The TV presenter and former newspaper editor paid £2,600 for the unusual piece of history.
The cigar was left behind by Churchill on his voyage aboard HMS Duke of York in 1941 to meet American President Franklin D. Roosevelt.
It was auctioned by Trevanion and Dean in Whitchurch and had been expected to fetch about £1,000.
Auctioneer Aaron Dean said: "Similar cigars have sold for the £1,000 region at auction in recent times so I estimated the piece at £600 to £1,000.
"The cigar was featured in the national press and as such, caught the eye of keen Churchill fan, journalist and broadcaster Piers Morgan.
"Piers was delighted with his purchase and messaged us to express his joy at acquiring such a historically important artefact for his collection.

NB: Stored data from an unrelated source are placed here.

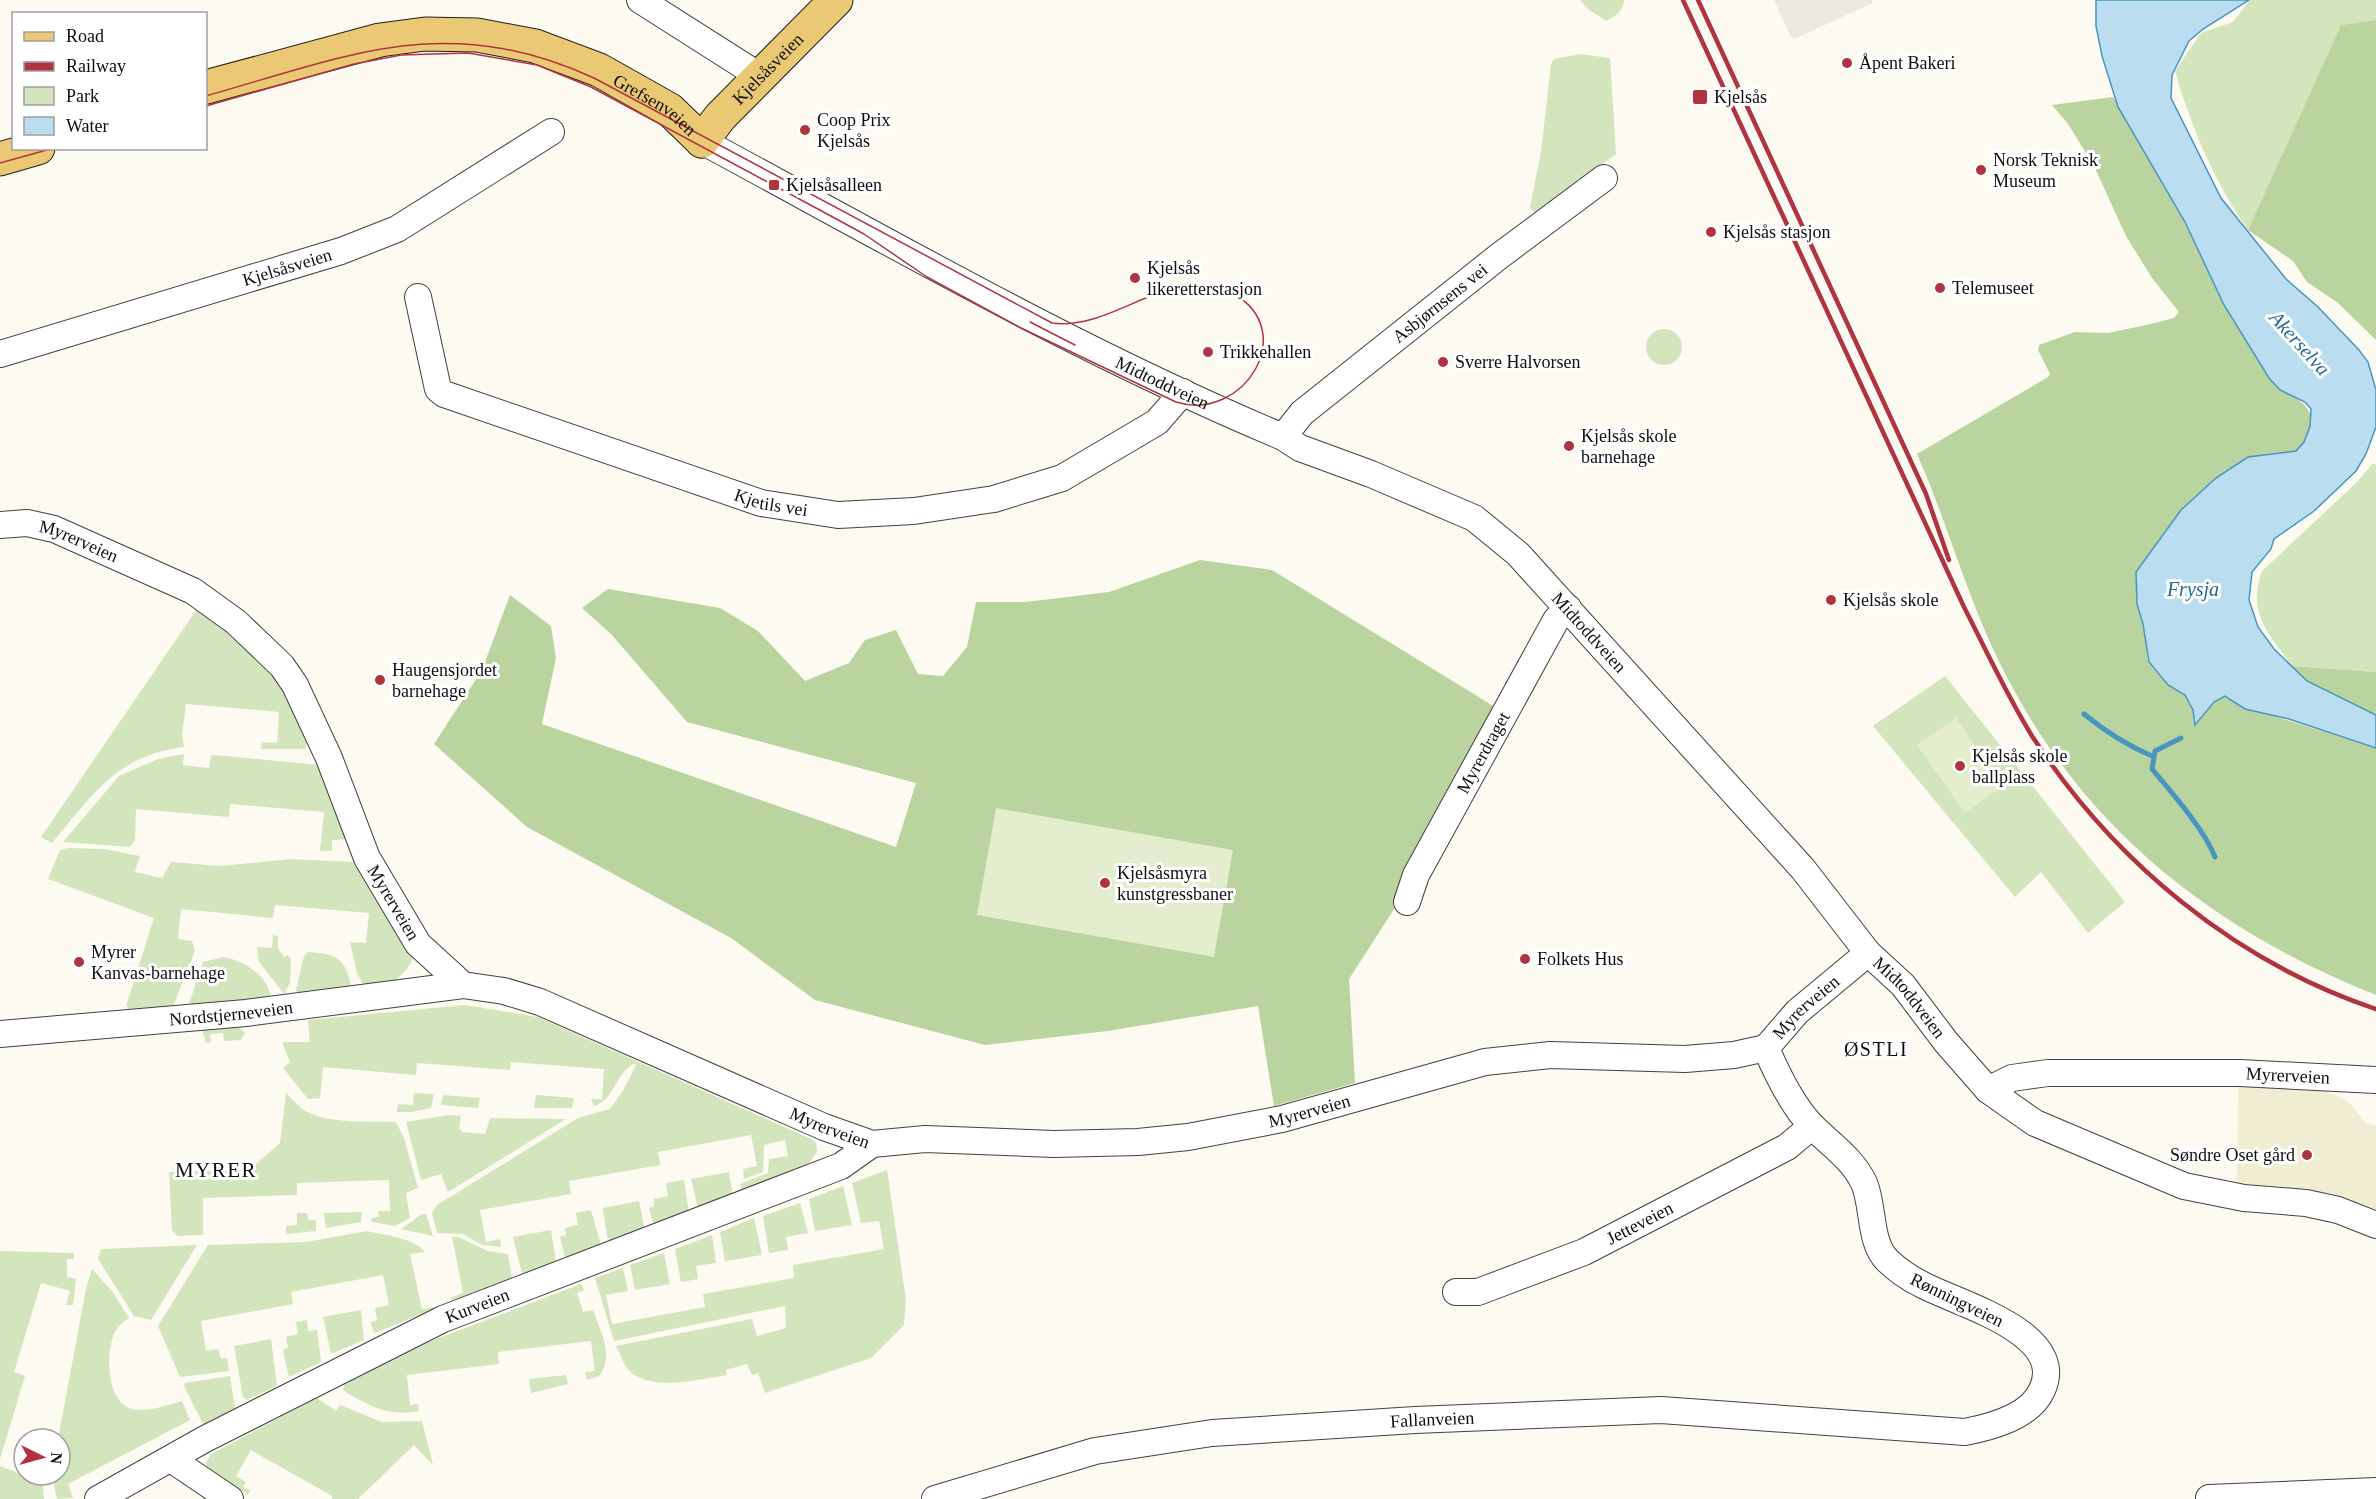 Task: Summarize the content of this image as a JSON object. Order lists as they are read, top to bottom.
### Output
{
  "streets": {
    "main road": ["Kjelsåsveien", "Grefsenveien"],
    "street": [
      "Asbjørnsens vei",
      "Midtoddveien",
      "Kjetils vei",
      "Myrerveien",
      "Myrerdraget",
      "Nordstjerneveien",
      "Jetteveien",
      "Rønningveien",
      "Kurveien",
      "Fallanveien"
    ]
  },
  "crossings": [
    ["Kjelsåsveien", "Grefsenveien"],
    ["Kjelsåsveien", "Midtoddveien"],
    ["Grefsenveien", "Midtoddveien"],
    ["Asbjørnsens vei", "Midtoddveien"],
    ["Midtoddveien", "Kjetils vei"],
    ["Midtoddveien", "Myrerveien"],
    ["Midtoddveien", "Myrerdraget"],
    ["Myrerveien", "Nordstjerneveien"],
    ["Myrerveien", "Rønningveien"],
    ["Myrerveien", "Kurveien"],
    ["Jetteveien", "Rønningveien"],
    ["Rønningveien", "Fallanveien"]
  ],
  "districts": ["ØSTLI", "MYRER"],
  "water": ["Akerselva", "Frysja"],
  "places": {
    "other": [
      "Åpent Bakeri",
      "Coop Prix Kjelsås",
      "Norsk Teknisk Museum",
      "Kjelsås stasjon",
      "Kjelsås likeretterstasjon",
      "Telemuseet",
      "Trikkehallen",
      "Sverre Halvorsen",
      "Kjelsås skole barnehage",
      "Kjelsås skole",
      "Haugensjordet barnehage",
      "Kjelsås skole ballplass",
      "Kjelsåsmyra kunstgressbaner",
      "Folkets Hus",
      "Myrer Kanvas-barnehage",
      "Søndre Oset gård"
    ],
    "transit": ["Kjelsås", "Kjelsåsalleen"]
  },
  "legend": [
    "Road",
    "Railway",
    "Park",
    "Water"
  ],
  "north": "right"
}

"We hope he enjoys being its custodian. It's gone from being owned by one PM to another, very different, PM."
After the auction on Saturday, Mr Morgan took to Twitter to tell his followers about his purchase.
He said: "I feel so patriotic today that I just bought Sir Winston Churchill’s half-smoked wartime cigar at an auction."
Another military piece sold for a world record price following a fierce bidding war.
A Grana British Army Watch, circa 1945, was bought by an international buyer for £9,000.
The unassuming wristwatch is one of the most popular and collectable military watches, according to auctioneer Christina Trevanion.
She said: "The WWW series of watches, or the ‘Dirty Dozen’ as they are popularly referred to, were the first to be specifically designed and custom made for the British Army.
"The watch was brought in to me during one of our routine valuation days here at Trevanion from a lady who lives near Nantwich. There have only been seven Grana watches sold at auction since 2012, and the prices realised have ranged from between £3,500 and£5,500. Ours had suffered some damage so I was modest in my expectations.
"The seller was absolutely delighted when I telephoned her after the auction to let her know the result. That watch has been sitting in a drawer for the last decade, so there is a lesson to us all – you never know what you might have squirrelled away. It is often the most innocuous looking things that have the most value in the current market."